• _Aim of the exercise_: Find "M1160 1380C1165 1382" and "M681 0 684 15 928 7" in the records below. Copy the lines holding them and every line between, exactly, and no others.

• _Provided information_:
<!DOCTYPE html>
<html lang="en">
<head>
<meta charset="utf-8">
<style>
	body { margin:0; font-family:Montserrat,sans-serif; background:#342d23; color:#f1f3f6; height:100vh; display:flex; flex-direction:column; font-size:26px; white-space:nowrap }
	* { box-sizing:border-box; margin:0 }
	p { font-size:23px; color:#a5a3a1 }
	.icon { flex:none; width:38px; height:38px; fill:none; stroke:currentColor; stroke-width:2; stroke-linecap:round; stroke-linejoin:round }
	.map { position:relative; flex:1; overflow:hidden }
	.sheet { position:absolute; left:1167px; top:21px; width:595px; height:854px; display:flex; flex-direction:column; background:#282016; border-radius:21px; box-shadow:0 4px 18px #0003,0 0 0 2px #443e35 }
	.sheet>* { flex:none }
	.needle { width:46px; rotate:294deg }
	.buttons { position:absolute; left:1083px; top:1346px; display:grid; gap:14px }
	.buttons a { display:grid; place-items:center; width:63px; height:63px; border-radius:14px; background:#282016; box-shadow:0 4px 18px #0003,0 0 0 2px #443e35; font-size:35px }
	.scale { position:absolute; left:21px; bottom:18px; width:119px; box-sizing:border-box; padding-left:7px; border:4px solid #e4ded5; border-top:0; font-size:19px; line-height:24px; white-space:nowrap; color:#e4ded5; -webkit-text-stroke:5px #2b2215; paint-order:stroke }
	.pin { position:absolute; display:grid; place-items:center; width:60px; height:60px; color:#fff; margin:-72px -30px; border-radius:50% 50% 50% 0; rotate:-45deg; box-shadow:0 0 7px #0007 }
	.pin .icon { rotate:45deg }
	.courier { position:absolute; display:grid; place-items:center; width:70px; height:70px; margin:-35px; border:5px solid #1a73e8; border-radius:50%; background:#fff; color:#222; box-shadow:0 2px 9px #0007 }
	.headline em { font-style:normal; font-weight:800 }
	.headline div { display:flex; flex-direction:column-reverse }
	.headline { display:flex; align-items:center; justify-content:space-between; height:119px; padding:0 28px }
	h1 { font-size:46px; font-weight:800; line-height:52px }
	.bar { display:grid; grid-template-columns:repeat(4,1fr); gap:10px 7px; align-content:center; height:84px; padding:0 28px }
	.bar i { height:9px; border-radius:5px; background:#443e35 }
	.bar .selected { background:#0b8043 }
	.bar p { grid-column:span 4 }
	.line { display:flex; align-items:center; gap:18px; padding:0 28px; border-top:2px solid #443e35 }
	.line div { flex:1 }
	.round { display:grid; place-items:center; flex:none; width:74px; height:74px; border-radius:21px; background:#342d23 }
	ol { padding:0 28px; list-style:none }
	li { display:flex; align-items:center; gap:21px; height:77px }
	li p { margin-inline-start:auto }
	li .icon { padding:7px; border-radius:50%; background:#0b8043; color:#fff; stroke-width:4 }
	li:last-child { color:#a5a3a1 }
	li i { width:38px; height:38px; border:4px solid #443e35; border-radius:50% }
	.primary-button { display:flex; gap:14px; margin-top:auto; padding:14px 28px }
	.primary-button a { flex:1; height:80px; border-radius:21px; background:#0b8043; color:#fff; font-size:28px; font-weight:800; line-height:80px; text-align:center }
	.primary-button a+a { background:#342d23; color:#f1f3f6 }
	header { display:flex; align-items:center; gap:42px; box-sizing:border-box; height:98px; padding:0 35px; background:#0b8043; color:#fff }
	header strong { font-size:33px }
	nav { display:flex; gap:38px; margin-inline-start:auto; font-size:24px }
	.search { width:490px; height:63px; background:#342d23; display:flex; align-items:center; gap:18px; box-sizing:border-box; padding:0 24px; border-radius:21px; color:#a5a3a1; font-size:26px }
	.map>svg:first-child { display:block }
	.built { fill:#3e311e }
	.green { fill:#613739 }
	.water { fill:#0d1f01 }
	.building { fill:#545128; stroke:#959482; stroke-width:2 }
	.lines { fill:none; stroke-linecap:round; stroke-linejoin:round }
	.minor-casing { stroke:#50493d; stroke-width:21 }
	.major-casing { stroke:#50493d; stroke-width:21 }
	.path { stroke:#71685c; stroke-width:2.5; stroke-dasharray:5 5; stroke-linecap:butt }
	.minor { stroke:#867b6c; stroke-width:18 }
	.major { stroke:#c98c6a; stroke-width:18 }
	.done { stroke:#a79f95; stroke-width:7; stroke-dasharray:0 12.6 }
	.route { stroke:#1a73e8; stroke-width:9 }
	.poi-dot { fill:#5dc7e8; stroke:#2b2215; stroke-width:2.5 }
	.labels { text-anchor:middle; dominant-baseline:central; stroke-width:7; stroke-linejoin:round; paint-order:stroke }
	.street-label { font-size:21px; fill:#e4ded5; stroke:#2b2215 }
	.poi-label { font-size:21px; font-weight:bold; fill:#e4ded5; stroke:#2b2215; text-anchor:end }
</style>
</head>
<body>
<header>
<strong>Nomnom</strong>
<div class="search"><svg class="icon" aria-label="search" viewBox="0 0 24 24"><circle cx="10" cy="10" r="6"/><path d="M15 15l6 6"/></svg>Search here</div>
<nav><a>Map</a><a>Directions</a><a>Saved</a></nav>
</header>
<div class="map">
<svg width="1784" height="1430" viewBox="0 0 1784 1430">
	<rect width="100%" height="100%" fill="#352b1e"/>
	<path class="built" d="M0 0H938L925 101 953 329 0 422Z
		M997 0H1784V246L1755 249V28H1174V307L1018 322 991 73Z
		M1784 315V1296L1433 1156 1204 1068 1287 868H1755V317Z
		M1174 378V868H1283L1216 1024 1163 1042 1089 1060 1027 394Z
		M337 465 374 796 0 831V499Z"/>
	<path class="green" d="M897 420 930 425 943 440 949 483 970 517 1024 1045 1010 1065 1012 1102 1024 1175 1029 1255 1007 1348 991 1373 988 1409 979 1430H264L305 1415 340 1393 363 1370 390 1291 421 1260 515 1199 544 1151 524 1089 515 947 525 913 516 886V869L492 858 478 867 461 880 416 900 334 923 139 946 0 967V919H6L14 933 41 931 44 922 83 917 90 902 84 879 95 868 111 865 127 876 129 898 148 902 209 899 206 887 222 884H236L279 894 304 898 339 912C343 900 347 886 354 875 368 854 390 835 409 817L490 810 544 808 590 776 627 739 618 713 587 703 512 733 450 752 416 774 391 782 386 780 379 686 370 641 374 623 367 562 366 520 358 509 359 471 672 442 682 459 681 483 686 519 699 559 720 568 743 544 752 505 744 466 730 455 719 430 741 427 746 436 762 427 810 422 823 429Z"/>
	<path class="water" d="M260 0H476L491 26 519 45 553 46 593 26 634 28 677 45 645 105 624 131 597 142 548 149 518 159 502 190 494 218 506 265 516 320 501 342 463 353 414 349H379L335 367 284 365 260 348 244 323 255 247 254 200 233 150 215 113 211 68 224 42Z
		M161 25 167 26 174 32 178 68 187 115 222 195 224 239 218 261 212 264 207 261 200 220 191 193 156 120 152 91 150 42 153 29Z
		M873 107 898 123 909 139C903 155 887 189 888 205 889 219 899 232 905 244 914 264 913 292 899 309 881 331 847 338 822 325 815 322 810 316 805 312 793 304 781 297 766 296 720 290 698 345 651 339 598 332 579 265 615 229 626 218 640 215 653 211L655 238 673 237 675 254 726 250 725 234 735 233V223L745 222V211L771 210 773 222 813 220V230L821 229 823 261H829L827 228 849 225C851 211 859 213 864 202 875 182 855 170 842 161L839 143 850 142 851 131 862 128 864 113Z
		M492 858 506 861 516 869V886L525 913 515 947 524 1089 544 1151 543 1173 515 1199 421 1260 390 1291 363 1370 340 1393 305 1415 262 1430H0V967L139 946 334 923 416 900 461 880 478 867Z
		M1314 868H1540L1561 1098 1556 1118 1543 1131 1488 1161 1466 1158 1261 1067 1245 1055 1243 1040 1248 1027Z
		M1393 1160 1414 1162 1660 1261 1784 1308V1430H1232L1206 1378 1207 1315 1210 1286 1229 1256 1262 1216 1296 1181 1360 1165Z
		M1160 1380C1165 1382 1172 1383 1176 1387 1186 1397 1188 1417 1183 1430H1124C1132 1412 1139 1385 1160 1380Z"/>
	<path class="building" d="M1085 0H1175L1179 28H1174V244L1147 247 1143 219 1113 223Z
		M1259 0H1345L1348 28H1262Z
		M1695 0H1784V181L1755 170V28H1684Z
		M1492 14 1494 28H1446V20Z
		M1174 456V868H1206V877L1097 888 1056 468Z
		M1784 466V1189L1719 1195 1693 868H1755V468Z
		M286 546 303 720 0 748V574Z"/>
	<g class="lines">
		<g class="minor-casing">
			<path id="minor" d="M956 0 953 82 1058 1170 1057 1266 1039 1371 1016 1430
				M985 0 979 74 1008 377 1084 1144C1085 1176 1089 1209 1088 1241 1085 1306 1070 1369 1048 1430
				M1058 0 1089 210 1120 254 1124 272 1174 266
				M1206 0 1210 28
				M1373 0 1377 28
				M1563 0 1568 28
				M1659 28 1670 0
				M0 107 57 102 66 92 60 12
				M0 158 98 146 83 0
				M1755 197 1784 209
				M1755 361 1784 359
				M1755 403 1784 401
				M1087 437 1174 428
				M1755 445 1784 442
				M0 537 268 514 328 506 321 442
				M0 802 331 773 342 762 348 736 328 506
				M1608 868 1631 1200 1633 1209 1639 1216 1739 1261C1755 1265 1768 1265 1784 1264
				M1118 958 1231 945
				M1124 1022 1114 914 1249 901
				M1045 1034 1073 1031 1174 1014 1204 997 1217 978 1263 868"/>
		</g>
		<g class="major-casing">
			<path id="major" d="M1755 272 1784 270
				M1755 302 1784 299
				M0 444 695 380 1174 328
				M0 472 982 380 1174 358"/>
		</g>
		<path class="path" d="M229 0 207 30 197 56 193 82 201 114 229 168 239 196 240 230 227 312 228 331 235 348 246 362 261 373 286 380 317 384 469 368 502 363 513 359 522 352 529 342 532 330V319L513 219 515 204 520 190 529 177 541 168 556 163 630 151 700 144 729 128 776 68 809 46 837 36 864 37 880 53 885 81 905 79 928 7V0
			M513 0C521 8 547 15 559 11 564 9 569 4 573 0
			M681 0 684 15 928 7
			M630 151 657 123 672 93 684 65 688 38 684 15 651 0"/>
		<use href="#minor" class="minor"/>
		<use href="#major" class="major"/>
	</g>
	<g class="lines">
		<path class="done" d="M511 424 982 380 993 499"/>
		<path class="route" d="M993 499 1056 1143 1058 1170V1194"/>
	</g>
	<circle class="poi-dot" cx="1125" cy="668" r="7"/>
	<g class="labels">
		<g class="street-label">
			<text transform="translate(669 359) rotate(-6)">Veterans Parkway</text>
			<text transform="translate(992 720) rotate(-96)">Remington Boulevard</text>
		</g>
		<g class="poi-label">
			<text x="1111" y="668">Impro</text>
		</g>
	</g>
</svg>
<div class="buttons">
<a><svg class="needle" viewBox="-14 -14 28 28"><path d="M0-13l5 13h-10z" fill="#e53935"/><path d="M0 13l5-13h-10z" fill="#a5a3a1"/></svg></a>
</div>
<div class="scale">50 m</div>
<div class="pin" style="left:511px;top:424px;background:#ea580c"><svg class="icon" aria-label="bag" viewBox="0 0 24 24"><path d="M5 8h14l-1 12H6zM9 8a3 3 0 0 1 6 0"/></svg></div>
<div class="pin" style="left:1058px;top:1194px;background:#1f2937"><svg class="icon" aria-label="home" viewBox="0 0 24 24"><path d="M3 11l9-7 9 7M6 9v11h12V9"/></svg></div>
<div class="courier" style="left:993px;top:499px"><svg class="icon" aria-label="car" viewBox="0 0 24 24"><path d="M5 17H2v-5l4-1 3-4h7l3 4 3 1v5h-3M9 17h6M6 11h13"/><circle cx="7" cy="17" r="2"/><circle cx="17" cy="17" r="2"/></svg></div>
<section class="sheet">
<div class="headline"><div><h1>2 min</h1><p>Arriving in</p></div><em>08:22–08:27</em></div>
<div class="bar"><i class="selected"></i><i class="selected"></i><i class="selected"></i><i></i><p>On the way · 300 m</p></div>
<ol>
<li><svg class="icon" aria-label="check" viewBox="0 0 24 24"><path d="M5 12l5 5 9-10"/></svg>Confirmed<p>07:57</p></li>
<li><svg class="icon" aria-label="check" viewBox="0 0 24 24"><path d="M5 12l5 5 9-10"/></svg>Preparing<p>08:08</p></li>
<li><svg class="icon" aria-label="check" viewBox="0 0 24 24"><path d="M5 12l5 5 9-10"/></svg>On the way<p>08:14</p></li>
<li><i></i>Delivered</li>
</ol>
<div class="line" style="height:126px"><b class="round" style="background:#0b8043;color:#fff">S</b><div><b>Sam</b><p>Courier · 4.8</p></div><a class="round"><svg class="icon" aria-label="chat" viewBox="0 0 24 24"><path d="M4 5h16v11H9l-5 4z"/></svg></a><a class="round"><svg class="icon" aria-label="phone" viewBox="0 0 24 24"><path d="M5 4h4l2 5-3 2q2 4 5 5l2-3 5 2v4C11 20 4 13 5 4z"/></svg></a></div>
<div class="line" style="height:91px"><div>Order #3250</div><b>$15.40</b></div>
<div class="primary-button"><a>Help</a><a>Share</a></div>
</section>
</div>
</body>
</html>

• _Reply_:
		M1160 1380C1165 1382 1172 1383 1176 1387 1186 1397 1188 1417 1183 1430H1124C1132 1412 1139 1385 1160 1380Z"/>
	<path class="building" d="M1085 0H1175L1179 28H1174V244L1147 247 1143 219 1113 223Z
		M1259 0H1345L1348 28H1262Z
		M1695 0H1784V181L1755 170V28H1684Z
		M1492 14 1494 28H1446V20Z
		M1174 456V868H1206V877L1097 888 1056 468Z
		M1784 466V1189L1719 1195 1693 868H1755V468Z
		M286 546 303 720 0 748V574Z"/>
	<g class="lines">
		<g class="minor-casing">
			<path id="minor" d="M956 0 953 82 1058 1170 1057 1266 1039 1371 1016 1430
				M985 0 979 74 1008 377 1084 1144C1085 1176 1089 1209 1088 1241 1085 1306 1070 1369 1048 1430
				M1058 0 1089 210 1120 254 1124 272 1174 266
				M1206 0 1210 28
				M1373 0 1377 28
				M1563 0 1568 28
				M1659 28 1670 0
				M0 107 57 102 66 92 60 12
				M0 158 98 146 83 0
				M1755 197 1784 209
				M1755 361 1784 359
				M1755 403 1784 401
				M1087 437 1174 428
				M1755 445 1784 442
				M0 537 268 514 328 506 321 442
				M0 802 331 773 342 762 348 736 328 506
				M1608 868 1631 1200 1633 1209 1639 1216 1739 1261C1755 1265 1768 1265 1784 1264
				M1118 958 1231 945
				M1124 1022 1114 914 1249 901
				M1045 1034 1073 1031 1174 1014 1204 997 1217 978 1263 868"/>
		</g>
		<g class="major-casing">
			<path id="major" d="M1755 272 1784 270
				M1755 302 1784 299
				M0 444 695 380 1174 328
				M0 472 982 380 1174 358"/>
		</g>
		<path class="path" d="M229 0 207 30 197 56 193 82 201 114 229 168 239 196 240 230 227 312 228 331 235 348 246 362 261 373 286 380 317 384 469 368 502 363 513 359 522 352 529 342 532 330V319L513 219 515 204 520 190 529 177 541 168 556 163 630 151 700 144 729 128 776 68 809 46 837 36 864 37 880 53 885 81 905 79 928 7V0
			M513 0C521 8 547 15 559 11 564 9 569 4 573 0
			M681 0 684 15 928 7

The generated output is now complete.